8.4.7.2 Effect of a pardon
The granting of a pardon in another country does
not necessarily render the person concerned admissible to Canada. The
Federal Court of Appeal considered the effect of a pardon in a foreign
jurisdiction in Burgon. 65
The Court concluded that in using the word "convicted" in section
19, Parliament meant a conviction that has not been expunged pursuant
to any other legislation it had enacted. The Court further held that when
the laws and legal system of the foreign country are substantially similar
to those of Canada in purpose, content and result, effect should be given
to a foreign pardon unless there is good reason not to do so.
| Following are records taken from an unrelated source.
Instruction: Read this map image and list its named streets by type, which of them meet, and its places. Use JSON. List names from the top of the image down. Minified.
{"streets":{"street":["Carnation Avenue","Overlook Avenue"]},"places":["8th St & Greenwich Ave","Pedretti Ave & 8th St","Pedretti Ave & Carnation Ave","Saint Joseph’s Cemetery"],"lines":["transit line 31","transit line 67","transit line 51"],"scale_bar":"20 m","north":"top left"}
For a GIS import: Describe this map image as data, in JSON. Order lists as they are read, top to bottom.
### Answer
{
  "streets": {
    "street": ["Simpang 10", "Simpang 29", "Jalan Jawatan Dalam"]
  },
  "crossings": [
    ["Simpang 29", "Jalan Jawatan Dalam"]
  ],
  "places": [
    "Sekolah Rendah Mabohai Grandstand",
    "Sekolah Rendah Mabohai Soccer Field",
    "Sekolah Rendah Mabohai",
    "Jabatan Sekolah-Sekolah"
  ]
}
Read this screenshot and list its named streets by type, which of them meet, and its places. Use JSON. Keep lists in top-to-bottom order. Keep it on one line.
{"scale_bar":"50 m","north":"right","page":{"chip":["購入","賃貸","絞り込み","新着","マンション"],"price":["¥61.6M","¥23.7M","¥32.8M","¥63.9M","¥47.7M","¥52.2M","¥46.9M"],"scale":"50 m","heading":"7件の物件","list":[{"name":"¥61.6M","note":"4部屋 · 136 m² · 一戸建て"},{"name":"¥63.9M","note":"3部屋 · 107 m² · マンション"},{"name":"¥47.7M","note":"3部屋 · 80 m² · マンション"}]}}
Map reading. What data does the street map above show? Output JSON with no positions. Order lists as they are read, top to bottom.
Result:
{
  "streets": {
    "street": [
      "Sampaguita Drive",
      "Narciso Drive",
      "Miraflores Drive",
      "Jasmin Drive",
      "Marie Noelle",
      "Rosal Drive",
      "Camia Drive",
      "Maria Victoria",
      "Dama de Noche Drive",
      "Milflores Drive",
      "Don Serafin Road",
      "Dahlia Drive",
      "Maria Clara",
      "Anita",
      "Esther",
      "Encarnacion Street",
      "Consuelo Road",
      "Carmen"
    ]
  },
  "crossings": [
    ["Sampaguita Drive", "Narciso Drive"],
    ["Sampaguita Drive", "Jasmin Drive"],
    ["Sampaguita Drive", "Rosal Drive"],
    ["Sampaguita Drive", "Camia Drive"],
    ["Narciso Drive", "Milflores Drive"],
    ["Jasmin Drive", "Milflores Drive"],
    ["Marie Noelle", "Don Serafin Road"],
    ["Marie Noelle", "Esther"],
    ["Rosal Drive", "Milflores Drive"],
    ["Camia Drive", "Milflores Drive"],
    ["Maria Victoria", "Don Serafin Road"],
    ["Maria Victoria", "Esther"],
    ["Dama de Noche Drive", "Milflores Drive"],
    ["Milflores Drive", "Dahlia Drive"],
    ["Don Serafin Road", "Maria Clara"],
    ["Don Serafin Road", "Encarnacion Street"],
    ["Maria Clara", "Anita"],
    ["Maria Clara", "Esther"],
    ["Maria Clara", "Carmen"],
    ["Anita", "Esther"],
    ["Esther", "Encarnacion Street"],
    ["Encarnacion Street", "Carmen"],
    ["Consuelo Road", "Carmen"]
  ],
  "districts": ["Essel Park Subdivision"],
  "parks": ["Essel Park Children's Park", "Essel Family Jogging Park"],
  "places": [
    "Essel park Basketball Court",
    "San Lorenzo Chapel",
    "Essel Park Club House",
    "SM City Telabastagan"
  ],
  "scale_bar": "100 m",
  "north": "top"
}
The further question to consider is whether the U.K. legislation,
which is similar in purpose, but not identical to the Canadian law,
should be treated in the same way. In both countries, certain offenders
are granted the advantage of avoiding the stigma of a criminal record
so as to facilitate their rehabilitation. There is no good reason for
Canadian immigration law to thwart the goal of this British legislation,
which is consistent with the Canadian law. Our two legal systems are
based on similar foundations and share similar values
.
Unless there is some valid basis for deciding otherwise, therefore,
the legislation of countries similar to ours, especially when their
aims are identical, ought to be accorded respect. While I certainly
agree with Justice Bora Laskin that the law of another country cannot
be "controlling in relation to an inquiry about criminal convictions
to determine whether immigration to Canada should be permitted"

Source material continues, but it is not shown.